Examination of Witnesses (Questions 220-234)

DR LLOYD ANDERSON, PROFESSOR LORNA CASSELTON AND DR BERNIE JONES

6 JUNE 2007

  Q220  Dr Harris: That is the key thing above all the others that is so important for you. What about the fact about recording information? I would say that underpinning all of this is the need to record information about international collaboration because without that data it is very hard to measure progress.

  Dr Jones: That is very true. I do feel a little bit sorry for the Research Councils on this because this was a question that they were recently asked, that they have been asked in the last couple of years, and just before those questions were asked we understand that they had introduced a lot of new systems which did not reflect the need for this information to be gathered at all. We can appreciate that it is a bit difficult for them at this stage to go out and collect this data, but if we were able to have that data it would be a very good thing.

  Q221  Dr Harris: Can I just ask again about the international mobility of scientists and engineers? In your evidence say it is not clear that the Research Councils' policies internationally (or a lack of them) have any particular impact on post-doctoral mobility. Can you explain why you feel that it is and what would you like them to do more of to enhance that?
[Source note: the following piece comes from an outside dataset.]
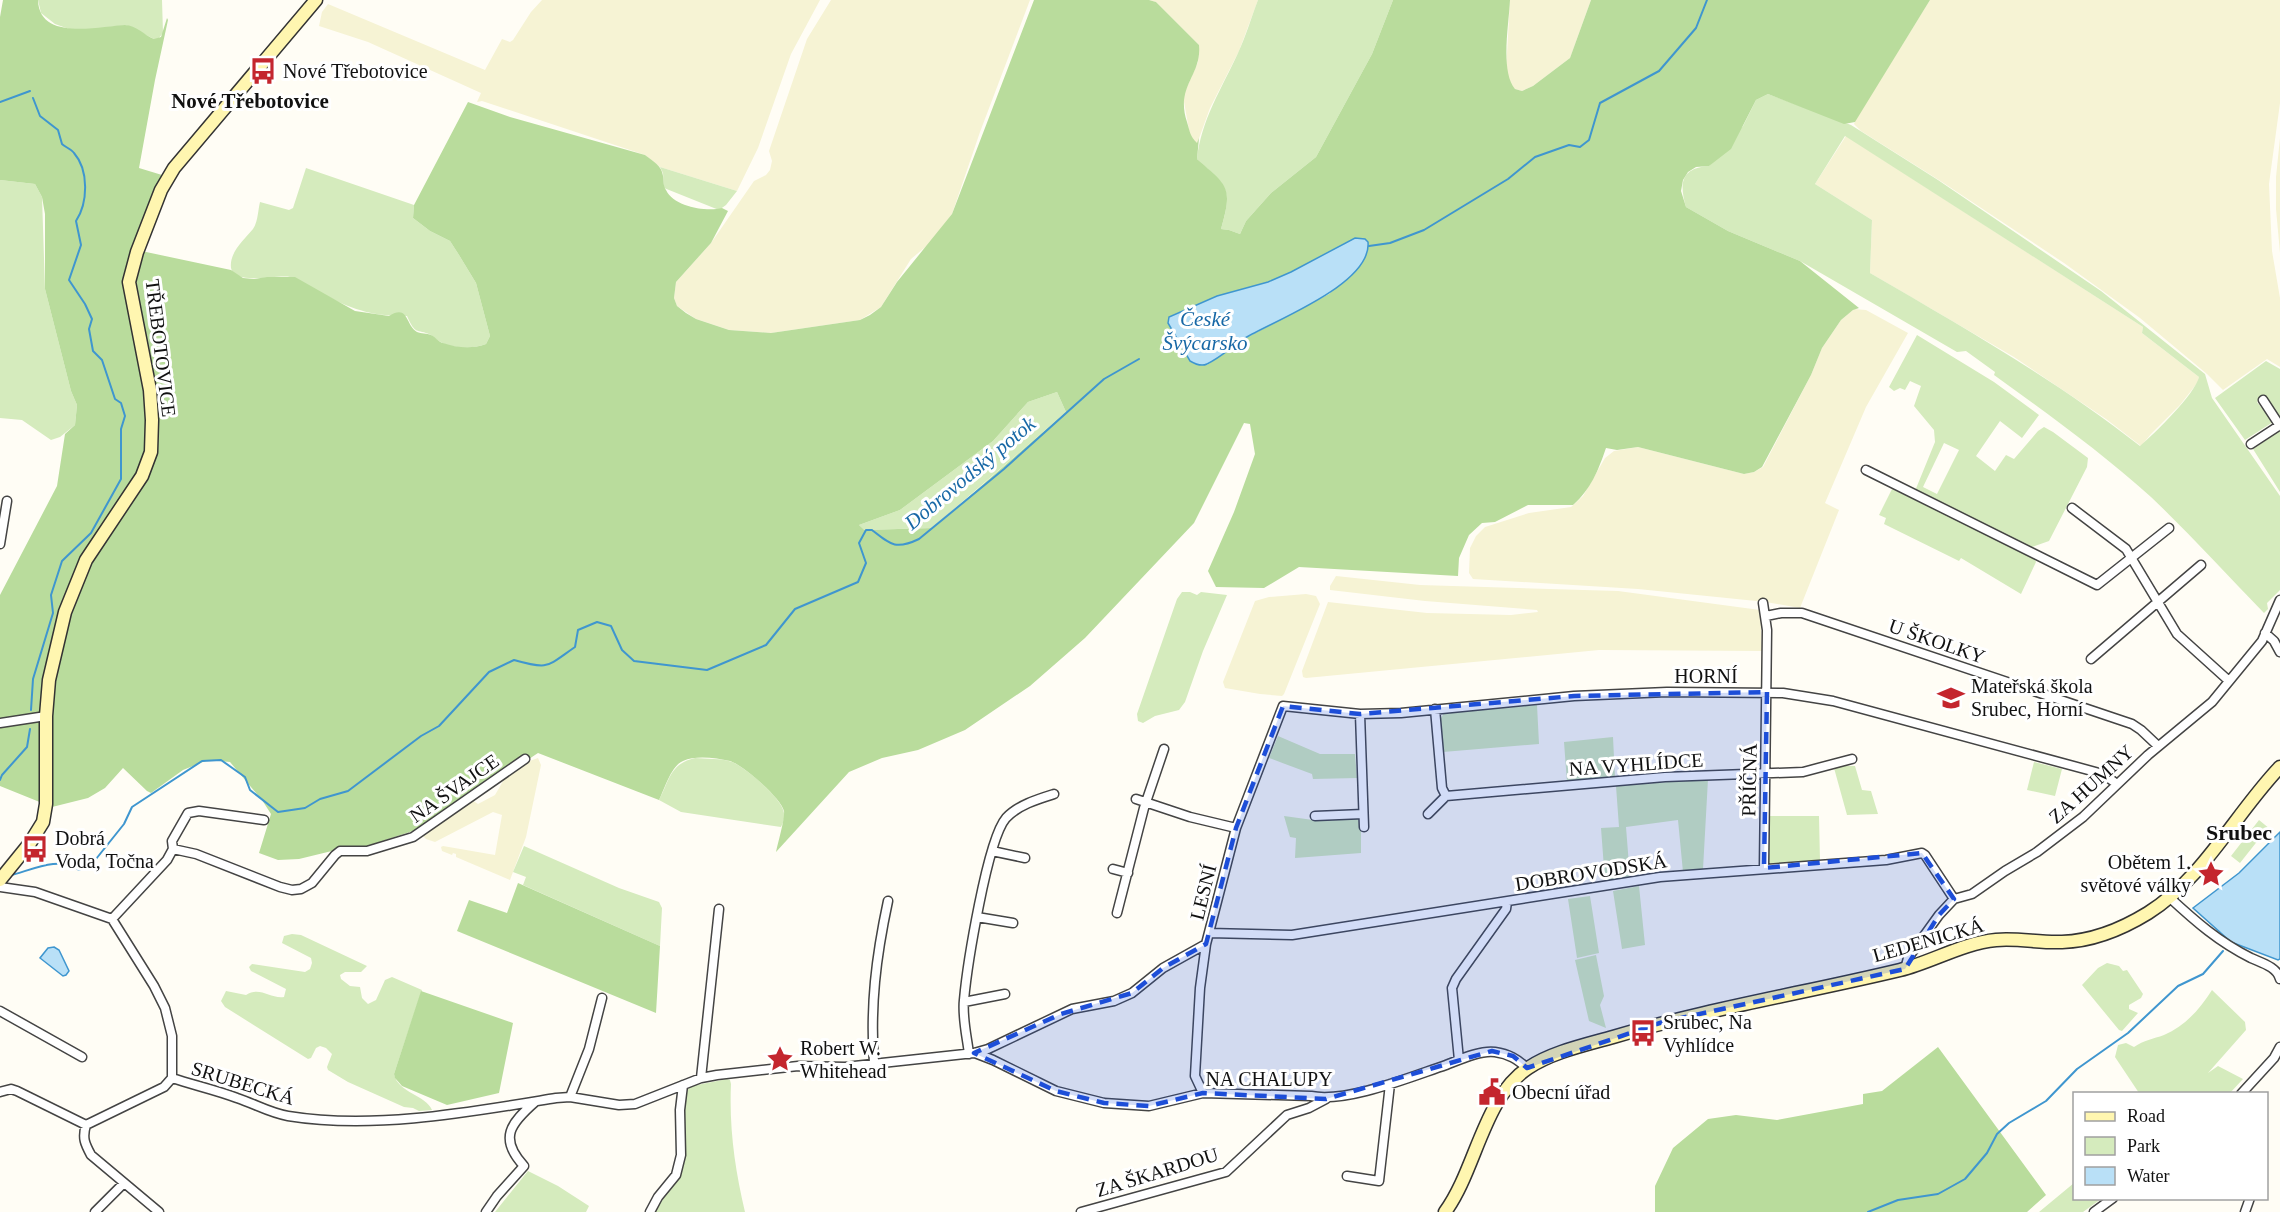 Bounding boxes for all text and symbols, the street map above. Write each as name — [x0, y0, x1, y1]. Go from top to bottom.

  Dr Jones: There are two sides to that. The first is that at the moment, because scientists are more or less left to themselves when it comes to international collaboration, if they want to collaborate they can go and find mobility funds from the Research Councils who have relatively generous schemes, from the Royal Society, from the British Council, from a number of providers, so they can be mobile. That is why we said it was not particularly affecting mobility because they are able to by themselves be mobile. What we would like to see the Research Councils doing is encouraging them to be more mobile and then provide some follow-up funding. The other side of the answer to that is that we do think the Research Councils could do a lot to support the mobility of post-graduate researchers rather than post-doctorate ones.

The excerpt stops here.